Jaballah’s is a theoretically ambitious and empirically rich contribution, one that is a welcome addition to the burgeoning scholarship on Salafism in the Southwest Asian and North African region, and in Tunisia in particular. The careful study of “quietist” Salafi trends helps to expand scholarly work that still too often disregards “quietist” inclinations and that typically focuses instead on Salafi-jihadi violence and Salafi political actors, particularly since the 2011/12 “Arab revolts”. Jaballah’s work invites important theoretical reflections on the central dilemma of contemporary Salafi actors – how to discharge their duty to Islamise society (in a Salafi sense) and simultaneously comply with prohibitions that forestall activism and group organisation that might endanger their own religious purity. 

 

Reviewed by: Guy Eyre

Additional works cited:

Bano, Masooda. 2021. Salafi Social and Political Movements: National and Transnational Contexts. Edinburgh University Press.

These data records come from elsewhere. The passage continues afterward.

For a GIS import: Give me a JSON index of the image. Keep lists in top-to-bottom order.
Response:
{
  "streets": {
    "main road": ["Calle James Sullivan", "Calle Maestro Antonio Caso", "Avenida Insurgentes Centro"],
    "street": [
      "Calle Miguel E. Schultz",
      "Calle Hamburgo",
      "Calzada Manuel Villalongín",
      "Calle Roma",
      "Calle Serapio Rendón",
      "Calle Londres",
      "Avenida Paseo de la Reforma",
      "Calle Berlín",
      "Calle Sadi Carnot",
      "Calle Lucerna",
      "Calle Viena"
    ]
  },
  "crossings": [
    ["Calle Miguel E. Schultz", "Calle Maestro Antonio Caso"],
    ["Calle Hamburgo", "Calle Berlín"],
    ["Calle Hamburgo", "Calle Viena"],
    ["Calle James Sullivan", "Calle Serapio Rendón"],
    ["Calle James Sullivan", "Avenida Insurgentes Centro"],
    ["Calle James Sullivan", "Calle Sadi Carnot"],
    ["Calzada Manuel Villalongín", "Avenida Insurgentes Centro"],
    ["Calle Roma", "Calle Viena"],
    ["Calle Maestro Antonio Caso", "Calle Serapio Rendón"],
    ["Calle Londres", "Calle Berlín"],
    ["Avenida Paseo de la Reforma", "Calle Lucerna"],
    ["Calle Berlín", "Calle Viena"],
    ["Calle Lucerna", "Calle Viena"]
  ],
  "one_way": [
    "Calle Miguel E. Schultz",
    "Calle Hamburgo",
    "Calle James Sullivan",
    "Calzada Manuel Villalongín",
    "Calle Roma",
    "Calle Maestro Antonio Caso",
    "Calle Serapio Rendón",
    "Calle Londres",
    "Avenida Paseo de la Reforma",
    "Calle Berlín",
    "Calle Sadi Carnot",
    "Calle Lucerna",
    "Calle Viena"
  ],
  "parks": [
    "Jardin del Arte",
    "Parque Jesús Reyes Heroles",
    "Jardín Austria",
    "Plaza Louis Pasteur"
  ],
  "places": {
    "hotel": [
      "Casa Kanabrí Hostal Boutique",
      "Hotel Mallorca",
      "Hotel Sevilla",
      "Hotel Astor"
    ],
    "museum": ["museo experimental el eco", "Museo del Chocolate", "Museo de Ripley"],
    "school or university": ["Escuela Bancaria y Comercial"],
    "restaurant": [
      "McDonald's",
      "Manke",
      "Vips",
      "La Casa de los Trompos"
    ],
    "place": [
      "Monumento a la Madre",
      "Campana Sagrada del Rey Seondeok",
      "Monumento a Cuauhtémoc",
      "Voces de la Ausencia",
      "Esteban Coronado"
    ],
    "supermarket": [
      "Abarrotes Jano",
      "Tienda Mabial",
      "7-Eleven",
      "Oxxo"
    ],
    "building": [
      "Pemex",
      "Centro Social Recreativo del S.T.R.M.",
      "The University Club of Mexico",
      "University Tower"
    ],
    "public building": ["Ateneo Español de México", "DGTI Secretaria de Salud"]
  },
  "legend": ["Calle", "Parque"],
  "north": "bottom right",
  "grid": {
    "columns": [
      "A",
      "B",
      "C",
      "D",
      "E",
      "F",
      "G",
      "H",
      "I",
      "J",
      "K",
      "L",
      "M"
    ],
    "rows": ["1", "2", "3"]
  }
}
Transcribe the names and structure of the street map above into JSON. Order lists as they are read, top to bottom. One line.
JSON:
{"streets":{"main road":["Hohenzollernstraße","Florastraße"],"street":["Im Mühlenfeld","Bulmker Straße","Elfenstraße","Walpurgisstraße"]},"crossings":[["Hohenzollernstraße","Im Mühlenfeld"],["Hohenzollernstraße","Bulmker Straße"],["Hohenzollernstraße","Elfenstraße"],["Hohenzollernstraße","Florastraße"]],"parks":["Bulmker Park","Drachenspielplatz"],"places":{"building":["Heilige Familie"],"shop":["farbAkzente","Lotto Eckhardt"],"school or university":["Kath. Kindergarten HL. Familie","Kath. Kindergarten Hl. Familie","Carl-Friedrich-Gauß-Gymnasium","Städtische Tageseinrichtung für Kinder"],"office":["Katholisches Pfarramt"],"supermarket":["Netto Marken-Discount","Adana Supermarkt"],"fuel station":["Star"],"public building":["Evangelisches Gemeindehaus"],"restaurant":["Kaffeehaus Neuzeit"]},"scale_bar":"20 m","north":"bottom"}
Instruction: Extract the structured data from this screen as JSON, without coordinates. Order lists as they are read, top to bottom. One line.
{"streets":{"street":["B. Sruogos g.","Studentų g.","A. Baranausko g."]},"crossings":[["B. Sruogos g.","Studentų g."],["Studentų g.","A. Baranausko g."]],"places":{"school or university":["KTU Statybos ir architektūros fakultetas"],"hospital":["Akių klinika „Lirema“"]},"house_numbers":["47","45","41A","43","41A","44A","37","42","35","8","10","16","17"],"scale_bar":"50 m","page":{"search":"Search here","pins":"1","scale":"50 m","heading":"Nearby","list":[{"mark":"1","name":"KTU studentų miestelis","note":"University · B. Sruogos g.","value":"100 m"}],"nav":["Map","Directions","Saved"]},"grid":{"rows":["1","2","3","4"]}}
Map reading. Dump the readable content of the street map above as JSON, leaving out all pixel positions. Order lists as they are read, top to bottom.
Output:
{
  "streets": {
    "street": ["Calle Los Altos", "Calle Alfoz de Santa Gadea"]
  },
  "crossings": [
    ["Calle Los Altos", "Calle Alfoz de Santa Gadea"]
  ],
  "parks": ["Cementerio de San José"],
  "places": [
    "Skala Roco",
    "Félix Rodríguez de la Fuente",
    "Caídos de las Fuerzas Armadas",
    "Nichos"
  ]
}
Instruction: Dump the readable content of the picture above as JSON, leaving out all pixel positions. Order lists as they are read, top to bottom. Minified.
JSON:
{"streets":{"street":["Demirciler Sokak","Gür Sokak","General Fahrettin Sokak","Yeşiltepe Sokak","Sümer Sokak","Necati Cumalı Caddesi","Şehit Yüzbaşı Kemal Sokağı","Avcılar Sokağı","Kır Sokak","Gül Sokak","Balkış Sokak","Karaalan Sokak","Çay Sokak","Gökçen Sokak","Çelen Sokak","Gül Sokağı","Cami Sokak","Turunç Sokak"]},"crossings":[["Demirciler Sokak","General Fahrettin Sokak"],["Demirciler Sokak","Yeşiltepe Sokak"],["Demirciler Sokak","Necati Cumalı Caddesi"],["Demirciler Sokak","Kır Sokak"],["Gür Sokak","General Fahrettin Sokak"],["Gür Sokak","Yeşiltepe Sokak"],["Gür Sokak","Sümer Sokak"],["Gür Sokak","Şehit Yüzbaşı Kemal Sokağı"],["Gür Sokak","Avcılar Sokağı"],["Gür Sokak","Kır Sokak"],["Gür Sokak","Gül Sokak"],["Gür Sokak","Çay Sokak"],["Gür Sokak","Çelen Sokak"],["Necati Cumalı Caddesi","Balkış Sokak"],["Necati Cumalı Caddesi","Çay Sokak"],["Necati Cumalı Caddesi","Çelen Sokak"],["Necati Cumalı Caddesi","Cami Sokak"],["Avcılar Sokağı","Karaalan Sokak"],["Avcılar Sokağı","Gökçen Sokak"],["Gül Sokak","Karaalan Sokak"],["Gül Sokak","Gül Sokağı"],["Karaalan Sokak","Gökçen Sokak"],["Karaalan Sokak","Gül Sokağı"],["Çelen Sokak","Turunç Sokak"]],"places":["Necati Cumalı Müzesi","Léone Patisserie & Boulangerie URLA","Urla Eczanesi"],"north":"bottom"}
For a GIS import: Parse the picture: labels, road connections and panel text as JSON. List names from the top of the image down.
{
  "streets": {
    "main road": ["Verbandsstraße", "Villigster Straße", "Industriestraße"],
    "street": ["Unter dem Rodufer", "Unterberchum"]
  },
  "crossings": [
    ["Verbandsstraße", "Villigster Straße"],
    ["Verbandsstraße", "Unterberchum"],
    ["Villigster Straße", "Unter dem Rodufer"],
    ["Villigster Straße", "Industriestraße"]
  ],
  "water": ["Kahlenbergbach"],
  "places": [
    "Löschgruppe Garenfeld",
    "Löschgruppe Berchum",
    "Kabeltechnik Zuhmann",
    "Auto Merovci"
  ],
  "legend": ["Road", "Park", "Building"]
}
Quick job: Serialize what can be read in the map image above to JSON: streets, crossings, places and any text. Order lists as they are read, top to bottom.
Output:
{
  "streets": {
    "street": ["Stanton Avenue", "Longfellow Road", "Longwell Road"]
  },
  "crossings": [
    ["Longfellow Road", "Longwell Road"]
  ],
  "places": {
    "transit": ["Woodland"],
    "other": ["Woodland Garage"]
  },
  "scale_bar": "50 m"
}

Blanc, Théo. 2021. “Opportunity, Ideology, and Salafi Pathways of Political Activism in Tunisia.” Third World Thematics: A TWQ Journal, 1–20.

Cavatorta, Francesco. n.d. “The Rise and Fall of Uncivil Society? Salafism in Tunisia After the Fall of Ben Ali.” Middle East Institute. http://www.mei.edu/content/map/rise-and-fall-uncivil-society-salafism-tu....

Jaballah, Soufiane. Forthcoming. “Le Salafisme ‘retraitiste’ : Un type radicalement « autre » Étude de cas en Tunisie.”

Meijer, Roel. 2009. Global Salafism: Islam’s New Religious Movement. Oxford University Press

Merone, Fabio, Théo Blanc, and Ester Sigillò. 2021. “The Evolution of Tunisian Salafism after the Revolution: From La Maddhabiyya to Salafi-Malikism.” International Journal of Middle East Studies 53 (3): 455–70.

Wiktorowicz, Quintan. 2006. “Anatomy of the Salafi Movement.” Studies in Conflict & Terrorism 29 (3): 207–39.
 
Published works by Jaballah: Jaballah, Soufiane, Réflexions socio-anthropologiques sur le devenir salafiste en Tunis, Tunis, Éditions Mots Passants, 2022.